Wednesday, September 21, 2011

The Morning Drill: September 21, 2011



A collection of dentistry and health related links/comments for your day.

Texas AG investigates dental chain


The Texas attorney general (AG) is investigating charges of Medicaid fraud against the Smile Center, a chain of dental clinics in San Antonio, according to a blog post on the WOAI-TV website.

A representative from the attorney general's office confirmed that its Medicaid fraud control unit removed 180 boxes of records from several Smile Center locations. In addition, the agency's civil Medicaid department has filed a complaint in civil court against the Smile Center.

Meanwhile, the Crosley Law Firm of San Antonio is gearing up to file a lawsuit against the Smile Center on behalf of the parents of 100 former patients. In some cases, the parents of these children believe that they have been victims of substandard dental care leading to injuries and requiring additional treatment, according to the law firm's website.

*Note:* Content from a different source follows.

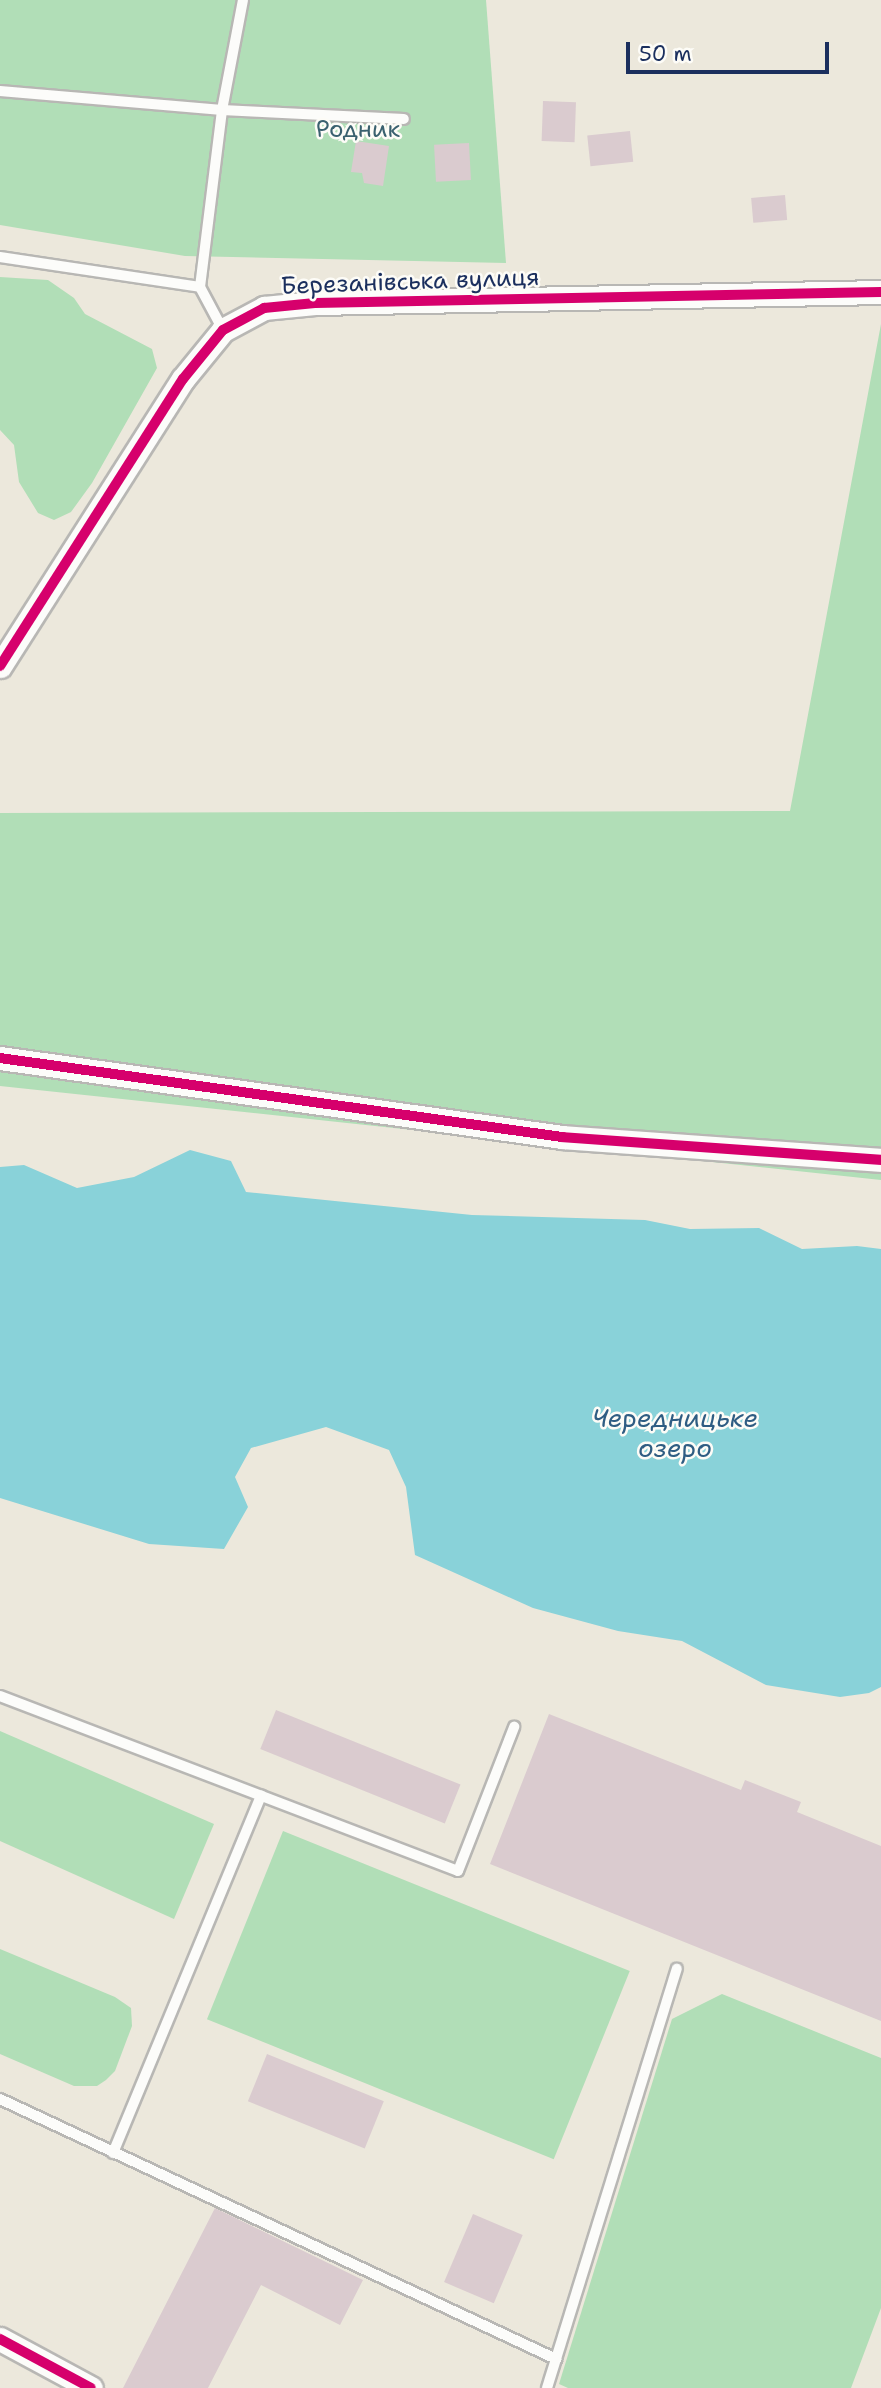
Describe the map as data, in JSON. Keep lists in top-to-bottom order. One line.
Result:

The law firm also alleges the following:
  •     Many of the parents were approached in parking lots and lured into Smile Center with the promise of dental exams for their children at no out-of-pocket cost to them.
  •     In most cases, the children were covered by Medicaid, and Smile Center would bill Medicaid directly. Often the dental care consisted of pulpotomies and the placement of stainless steel crowns.
  •     For some clients, the dental work may have been unnecessary, and resulted in a large bill to Medicaid.
  •     In some instances, the injuries caused from the dental care necessitated visits to the emergency room and/or hospitalization.
Stephen Simpton, DDS, owner of the Smile Center, has filed a defamation lawsuit against WOAI and one of its reporters, according to the WOAI blog.

New polio outbreak hits China
An outbreak of polio has been confirmed in China for the first time since 1999, leaving one person dead and hospitalizing another nine, according to the World Health Organization (WHO).

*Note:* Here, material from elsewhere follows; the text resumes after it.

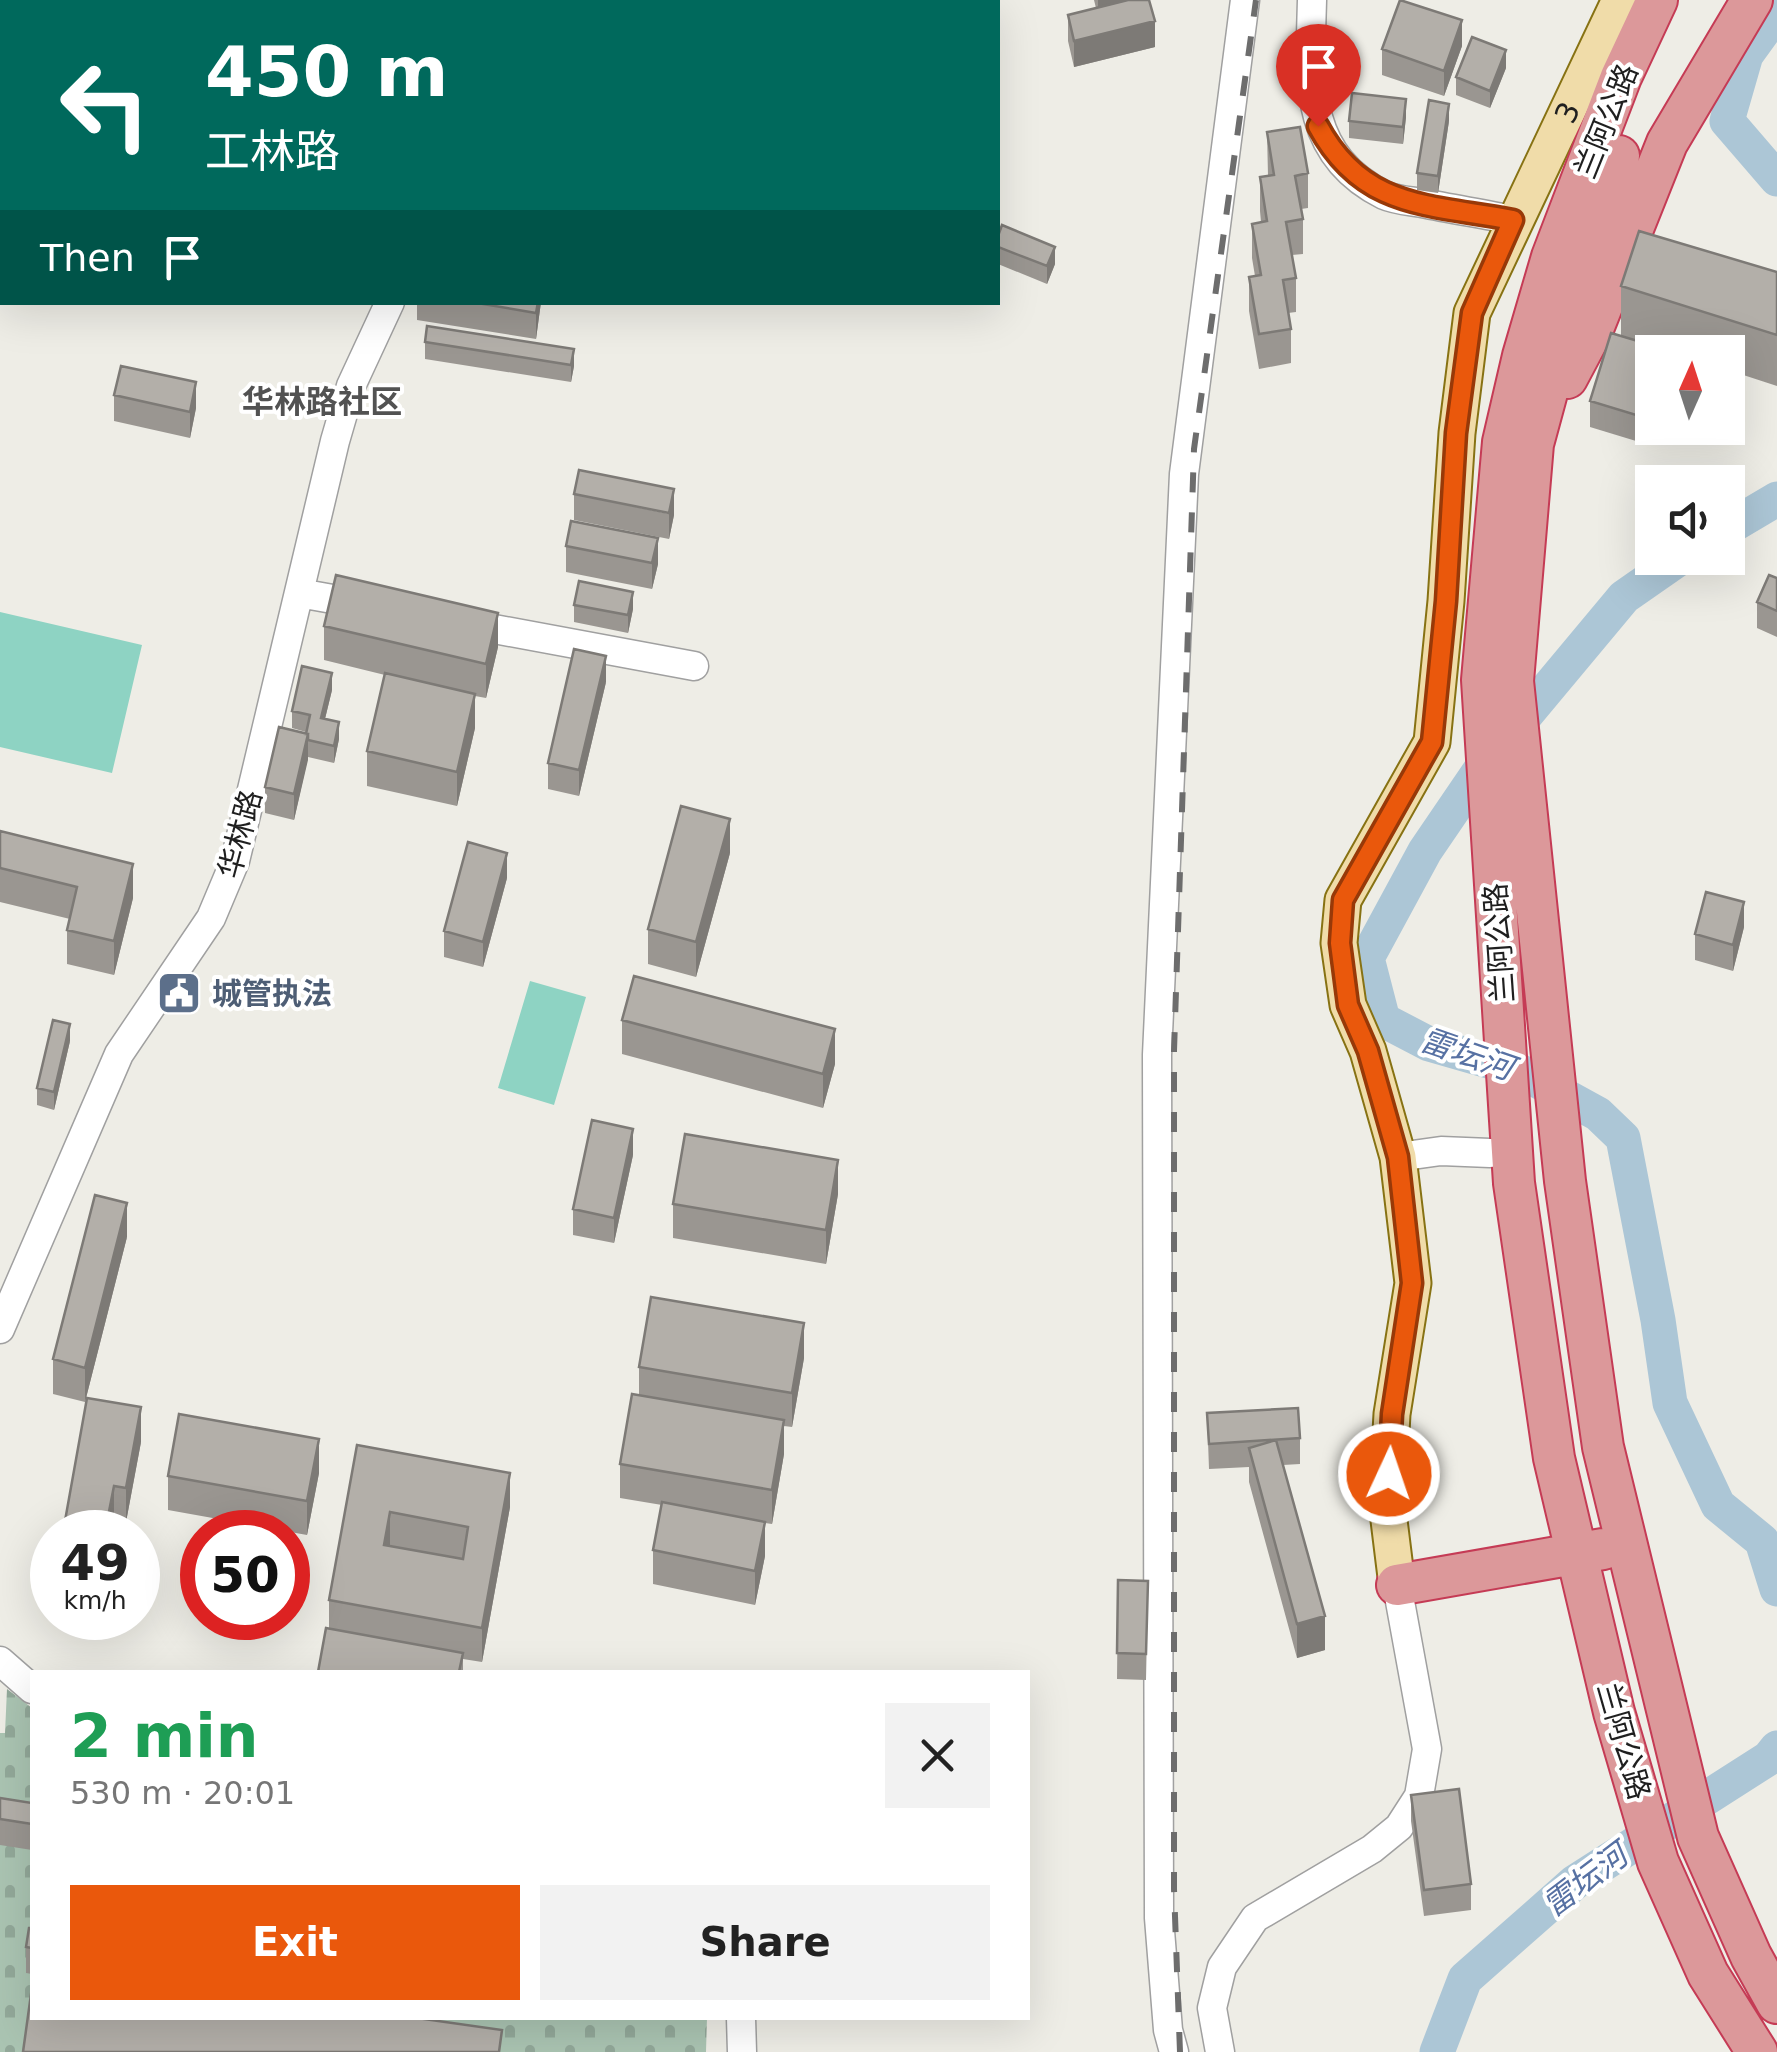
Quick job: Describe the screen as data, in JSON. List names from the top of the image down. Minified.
{"streets":{"highway":["兰阿公路"],"main road":["3"],"street":["华林路"]},"districts":["华林路社区"],"water":["雷坛河"],"places":{"public building":["城管执法"]},"north":"top","page":{"turn":["450 m","工林路"],"then":"Then","speed":"49 km/h","limit":"50","heading":["2 min","530 m · 20:01"],"buttons":["Exit","Share"]}}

The disease, a contagious viral illness that in its most severe form causes paralysis, difficulty breathing and sometimes death, broke out in the prefectures of Hotan and Bazhou in the country's western Xinjiang province.

Among the ten cases confirmed, six are in children under three years old and four are young adults.

The WHO said evidence indicates the virus is genetically linked to polio cases currently circulating in Pakistan, which borders Xinjiang. Pakistan has been affected by the nationwide transmission of the same WPV1 strain.

It also warned the virus could spread beyond the current affected area.

"Although other areas in China or other countries are not immediately at risk due to the geographic distance to the affected province, the polio virus can travel great distances and find susceptible populations, no matter where they live," Helen Yu, from the WHO's Beijing office told CNN.

According to China's Center for Disease Control and Prevention, the Ministry of Health has dispatched a group of public health experts to the affected region to help treat the virus.

It said the local government had launched a mass vaccination campaign starting in early September. WHO confirmed initial vaccination campaigns carried out by mid-September had reached over 3.5 million children -- children being particularly vulnerable to polio.
Preemies Have Higher Mortality Risk as Young Adults
Young adults born prematurely had as much as twice the increased mortality risk as matched adults carried to term, an analysis of a large Swedish database showed.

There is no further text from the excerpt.